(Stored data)
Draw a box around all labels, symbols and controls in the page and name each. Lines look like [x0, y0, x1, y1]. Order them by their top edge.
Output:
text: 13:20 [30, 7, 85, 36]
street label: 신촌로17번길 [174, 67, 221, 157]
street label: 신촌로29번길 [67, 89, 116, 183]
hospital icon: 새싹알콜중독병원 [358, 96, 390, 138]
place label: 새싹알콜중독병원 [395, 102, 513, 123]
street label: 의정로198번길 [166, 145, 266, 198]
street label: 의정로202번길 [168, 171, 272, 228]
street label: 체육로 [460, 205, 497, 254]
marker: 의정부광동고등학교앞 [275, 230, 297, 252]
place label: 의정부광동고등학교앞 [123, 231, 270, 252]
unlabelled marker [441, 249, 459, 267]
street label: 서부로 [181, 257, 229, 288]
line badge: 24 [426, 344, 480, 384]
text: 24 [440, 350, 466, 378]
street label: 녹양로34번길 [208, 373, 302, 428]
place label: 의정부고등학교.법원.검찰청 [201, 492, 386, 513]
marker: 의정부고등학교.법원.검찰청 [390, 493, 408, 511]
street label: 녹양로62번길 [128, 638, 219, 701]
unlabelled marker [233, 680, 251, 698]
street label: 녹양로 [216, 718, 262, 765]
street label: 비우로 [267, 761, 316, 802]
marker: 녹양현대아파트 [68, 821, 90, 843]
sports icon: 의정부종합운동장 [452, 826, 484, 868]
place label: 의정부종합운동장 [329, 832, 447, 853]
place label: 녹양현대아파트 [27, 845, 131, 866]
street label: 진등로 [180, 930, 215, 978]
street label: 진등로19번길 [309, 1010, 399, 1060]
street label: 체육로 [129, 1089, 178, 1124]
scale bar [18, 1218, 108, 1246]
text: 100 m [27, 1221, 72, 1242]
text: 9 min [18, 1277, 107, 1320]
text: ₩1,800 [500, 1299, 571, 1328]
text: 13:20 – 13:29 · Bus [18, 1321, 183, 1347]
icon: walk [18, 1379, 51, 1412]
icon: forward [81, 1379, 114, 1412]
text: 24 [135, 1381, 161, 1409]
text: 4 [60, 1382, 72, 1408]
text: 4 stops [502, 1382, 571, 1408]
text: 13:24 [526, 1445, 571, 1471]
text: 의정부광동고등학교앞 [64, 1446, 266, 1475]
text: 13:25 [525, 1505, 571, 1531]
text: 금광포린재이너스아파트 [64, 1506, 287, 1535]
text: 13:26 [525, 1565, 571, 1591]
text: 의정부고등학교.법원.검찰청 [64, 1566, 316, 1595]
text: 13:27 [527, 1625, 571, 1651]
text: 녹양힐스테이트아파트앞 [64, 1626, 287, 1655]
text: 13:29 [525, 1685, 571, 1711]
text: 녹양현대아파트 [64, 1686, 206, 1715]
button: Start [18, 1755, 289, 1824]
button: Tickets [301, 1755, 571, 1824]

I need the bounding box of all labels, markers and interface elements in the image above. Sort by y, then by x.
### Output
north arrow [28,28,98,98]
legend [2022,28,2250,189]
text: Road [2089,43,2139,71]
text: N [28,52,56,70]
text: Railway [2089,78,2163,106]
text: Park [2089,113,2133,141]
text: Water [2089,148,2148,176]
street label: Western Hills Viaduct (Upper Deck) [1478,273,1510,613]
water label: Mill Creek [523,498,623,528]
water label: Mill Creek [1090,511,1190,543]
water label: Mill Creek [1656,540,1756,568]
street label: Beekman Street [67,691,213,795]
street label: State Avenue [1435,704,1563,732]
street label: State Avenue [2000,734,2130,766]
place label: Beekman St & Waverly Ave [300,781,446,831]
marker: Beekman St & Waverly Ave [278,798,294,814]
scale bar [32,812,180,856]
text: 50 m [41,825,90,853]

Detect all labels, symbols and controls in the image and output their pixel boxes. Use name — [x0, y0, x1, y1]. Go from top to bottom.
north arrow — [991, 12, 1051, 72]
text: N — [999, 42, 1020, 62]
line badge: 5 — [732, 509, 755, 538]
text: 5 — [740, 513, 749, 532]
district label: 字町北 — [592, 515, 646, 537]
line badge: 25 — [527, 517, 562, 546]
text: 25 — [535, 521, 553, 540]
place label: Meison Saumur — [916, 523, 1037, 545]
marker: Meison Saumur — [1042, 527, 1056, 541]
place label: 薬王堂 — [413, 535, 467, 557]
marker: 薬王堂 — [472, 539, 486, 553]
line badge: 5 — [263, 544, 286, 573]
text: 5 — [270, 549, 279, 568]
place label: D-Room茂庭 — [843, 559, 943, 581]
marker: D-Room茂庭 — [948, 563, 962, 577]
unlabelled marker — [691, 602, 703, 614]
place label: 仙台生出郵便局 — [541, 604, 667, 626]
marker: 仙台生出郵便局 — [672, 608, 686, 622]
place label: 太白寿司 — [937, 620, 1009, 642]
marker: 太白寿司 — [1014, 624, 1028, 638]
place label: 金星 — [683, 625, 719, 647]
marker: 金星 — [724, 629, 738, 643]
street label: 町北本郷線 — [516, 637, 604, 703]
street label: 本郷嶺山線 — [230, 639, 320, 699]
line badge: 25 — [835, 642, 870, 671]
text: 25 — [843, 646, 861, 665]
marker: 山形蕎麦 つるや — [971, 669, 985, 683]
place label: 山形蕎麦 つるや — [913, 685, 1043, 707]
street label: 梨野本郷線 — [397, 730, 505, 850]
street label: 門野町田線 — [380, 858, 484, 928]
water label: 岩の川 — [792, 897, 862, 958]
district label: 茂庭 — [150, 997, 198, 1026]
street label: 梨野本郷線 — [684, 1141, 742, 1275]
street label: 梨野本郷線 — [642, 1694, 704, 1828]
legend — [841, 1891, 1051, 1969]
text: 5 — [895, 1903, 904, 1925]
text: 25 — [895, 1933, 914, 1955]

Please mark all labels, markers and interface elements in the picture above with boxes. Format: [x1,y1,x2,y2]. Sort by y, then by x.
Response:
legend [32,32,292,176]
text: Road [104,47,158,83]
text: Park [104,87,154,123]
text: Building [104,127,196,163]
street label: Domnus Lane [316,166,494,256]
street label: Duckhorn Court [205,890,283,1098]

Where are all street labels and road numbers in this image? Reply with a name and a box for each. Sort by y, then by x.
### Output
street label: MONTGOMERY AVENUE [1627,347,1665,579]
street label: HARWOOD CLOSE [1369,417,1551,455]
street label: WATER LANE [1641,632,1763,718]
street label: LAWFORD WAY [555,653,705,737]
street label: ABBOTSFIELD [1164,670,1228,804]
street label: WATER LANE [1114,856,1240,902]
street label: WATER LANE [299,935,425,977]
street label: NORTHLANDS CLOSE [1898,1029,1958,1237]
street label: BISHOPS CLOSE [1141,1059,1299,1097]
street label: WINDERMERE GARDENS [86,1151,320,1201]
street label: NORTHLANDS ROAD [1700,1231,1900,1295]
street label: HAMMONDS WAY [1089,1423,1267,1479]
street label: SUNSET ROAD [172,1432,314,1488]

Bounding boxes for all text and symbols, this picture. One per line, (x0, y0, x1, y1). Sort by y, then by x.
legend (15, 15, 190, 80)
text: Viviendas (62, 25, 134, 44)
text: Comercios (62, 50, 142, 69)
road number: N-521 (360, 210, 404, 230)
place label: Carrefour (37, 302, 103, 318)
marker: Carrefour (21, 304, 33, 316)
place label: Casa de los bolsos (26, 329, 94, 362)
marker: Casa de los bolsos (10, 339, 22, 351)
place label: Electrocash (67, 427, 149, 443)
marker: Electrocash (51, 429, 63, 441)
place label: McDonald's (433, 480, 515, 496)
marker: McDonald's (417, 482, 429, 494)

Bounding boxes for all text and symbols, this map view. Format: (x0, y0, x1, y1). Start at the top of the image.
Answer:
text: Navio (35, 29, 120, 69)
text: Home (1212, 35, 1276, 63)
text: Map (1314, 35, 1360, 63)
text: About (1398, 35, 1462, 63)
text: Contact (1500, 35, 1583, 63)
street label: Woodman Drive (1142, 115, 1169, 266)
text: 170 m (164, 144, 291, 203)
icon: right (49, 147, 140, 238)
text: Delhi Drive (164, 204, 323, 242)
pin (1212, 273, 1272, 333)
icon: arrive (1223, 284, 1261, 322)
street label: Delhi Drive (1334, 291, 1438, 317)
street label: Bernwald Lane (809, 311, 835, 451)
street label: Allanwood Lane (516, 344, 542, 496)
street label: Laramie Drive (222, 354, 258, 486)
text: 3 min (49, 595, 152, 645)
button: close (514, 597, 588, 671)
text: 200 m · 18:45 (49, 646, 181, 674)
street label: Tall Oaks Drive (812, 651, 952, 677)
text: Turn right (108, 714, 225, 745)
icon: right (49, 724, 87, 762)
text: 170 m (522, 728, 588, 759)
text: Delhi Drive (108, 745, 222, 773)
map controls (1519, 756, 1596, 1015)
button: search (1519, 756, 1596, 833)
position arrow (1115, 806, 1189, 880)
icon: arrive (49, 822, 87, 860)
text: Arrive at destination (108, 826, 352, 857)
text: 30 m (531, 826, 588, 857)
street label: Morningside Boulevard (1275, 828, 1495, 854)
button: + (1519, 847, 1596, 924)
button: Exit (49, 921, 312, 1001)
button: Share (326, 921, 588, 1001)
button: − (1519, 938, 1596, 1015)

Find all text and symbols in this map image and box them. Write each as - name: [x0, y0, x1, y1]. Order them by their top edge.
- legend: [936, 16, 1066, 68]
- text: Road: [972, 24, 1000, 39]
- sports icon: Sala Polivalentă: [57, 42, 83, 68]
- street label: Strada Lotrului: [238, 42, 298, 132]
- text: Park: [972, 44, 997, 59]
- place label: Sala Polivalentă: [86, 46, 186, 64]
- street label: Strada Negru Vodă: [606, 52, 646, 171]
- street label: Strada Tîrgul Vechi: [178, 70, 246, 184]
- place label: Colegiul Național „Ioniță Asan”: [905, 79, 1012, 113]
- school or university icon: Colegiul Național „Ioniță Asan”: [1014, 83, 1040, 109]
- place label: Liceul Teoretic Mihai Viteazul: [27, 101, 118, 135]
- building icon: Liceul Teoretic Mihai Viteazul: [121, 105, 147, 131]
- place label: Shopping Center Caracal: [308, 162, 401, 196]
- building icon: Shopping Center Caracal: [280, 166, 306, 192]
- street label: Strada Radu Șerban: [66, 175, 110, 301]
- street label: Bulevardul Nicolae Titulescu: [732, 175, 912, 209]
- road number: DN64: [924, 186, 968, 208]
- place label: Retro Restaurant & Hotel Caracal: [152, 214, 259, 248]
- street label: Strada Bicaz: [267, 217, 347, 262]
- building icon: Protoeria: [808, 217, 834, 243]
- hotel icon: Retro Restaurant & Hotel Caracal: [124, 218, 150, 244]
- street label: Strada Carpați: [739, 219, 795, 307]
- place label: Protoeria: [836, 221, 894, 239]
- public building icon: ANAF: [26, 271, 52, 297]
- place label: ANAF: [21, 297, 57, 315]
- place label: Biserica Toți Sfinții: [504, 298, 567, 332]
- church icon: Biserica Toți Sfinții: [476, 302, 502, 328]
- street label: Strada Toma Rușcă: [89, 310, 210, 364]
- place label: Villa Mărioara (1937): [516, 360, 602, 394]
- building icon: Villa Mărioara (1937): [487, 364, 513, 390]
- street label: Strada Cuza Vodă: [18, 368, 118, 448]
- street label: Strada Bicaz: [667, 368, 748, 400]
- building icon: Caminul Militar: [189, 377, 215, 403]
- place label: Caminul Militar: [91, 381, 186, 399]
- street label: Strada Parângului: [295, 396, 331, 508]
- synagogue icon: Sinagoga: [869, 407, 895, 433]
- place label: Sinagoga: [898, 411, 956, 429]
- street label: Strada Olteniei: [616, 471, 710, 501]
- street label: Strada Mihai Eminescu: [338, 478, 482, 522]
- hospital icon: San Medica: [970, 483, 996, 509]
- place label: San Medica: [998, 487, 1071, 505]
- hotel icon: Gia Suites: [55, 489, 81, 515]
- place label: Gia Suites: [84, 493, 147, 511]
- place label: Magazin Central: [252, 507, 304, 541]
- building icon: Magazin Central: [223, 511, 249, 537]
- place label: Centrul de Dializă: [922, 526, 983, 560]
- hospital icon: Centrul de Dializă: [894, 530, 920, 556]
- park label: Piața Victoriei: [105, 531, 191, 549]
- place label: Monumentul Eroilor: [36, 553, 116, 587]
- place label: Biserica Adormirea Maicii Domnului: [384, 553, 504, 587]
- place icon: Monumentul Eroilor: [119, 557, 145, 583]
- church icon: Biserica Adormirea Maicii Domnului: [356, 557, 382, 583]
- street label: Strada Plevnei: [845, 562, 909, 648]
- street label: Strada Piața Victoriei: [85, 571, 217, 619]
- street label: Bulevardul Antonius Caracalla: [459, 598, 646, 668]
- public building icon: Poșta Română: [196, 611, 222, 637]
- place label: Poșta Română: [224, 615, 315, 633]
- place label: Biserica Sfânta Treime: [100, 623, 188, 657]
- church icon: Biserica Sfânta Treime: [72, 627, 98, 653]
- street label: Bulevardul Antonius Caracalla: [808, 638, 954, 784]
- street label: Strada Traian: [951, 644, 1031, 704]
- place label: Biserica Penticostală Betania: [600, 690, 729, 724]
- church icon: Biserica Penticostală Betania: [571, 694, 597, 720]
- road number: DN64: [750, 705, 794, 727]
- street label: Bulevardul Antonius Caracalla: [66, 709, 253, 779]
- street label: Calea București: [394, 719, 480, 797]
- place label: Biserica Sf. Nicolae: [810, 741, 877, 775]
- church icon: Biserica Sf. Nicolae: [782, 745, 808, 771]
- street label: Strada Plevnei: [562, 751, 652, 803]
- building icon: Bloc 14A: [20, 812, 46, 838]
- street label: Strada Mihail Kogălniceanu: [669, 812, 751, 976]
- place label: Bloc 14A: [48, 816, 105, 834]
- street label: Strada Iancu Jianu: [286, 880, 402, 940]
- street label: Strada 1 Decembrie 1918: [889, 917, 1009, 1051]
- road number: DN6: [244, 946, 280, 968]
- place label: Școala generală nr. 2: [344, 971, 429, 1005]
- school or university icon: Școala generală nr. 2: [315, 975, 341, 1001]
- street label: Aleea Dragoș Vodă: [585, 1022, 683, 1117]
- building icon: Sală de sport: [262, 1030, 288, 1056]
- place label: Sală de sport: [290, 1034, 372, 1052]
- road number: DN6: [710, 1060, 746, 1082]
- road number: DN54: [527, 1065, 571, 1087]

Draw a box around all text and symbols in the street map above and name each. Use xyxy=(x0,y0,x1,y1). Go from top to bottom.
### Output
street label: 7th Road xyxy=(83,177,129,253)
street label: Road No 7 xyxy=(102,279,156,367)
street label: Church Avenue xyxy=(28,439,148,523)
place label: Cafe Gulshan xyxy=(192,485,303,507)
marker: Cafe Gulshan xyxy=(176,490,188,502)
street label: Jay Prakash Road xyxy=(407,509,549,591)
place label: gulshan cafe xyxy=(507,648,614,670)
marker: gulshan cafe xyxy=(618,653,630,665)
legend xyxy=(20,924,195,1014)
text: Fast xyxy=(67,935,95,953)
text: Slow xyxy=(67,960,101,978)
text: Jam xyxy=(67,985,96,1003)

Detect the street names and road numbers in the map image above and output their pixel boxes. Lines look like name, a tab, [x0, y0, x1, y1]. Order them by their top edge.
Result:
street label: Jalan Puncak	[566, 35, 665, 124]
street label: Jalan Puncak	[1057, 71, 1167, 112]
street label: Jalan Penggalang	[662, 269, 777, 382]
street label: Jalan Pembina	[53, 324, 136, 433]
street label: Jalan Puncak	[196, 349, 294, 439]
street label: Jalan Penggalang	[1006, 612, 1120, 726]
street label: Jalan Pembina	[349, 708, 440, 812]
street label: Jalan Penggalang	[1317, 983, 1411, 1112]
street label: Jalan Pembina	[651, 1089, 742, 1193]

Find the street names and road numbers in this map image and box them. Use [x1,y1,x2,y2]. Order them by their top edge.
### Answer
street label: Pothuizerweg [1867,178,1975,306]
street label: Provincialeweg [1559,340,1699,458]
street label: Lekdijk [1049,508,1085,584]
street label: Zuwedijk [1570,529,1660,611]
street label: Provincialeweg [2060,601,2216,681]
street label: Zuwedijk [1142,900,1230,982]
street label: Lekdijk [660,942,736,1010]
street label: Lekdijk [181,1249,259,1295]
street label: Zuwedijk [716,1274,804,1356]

→ **Task prompt**: There is a run of lines above from the one with "Please mark all" to the one with "Where are all"; print exactly that run, both ends included, and nothing else.

→ **Solution to this task**:
Please mark all labels, markers and interface elements in the picture above with boxes. Format: [x1,y1,x2,y2]. Sort by y, then by x.
Response:
legend [32,32,292,176]
text: Road [104,47,158,83]
text: Park [104,87,154,123]
text: Building [104,127,196,163]
street label: Domnus Lane [316,166,494,256]
street label: Duckhorn Court [205,890,283,1098]

Where are all street labels and road numbers in this image? Reply with a name and a box for each. Sort by y, then by x.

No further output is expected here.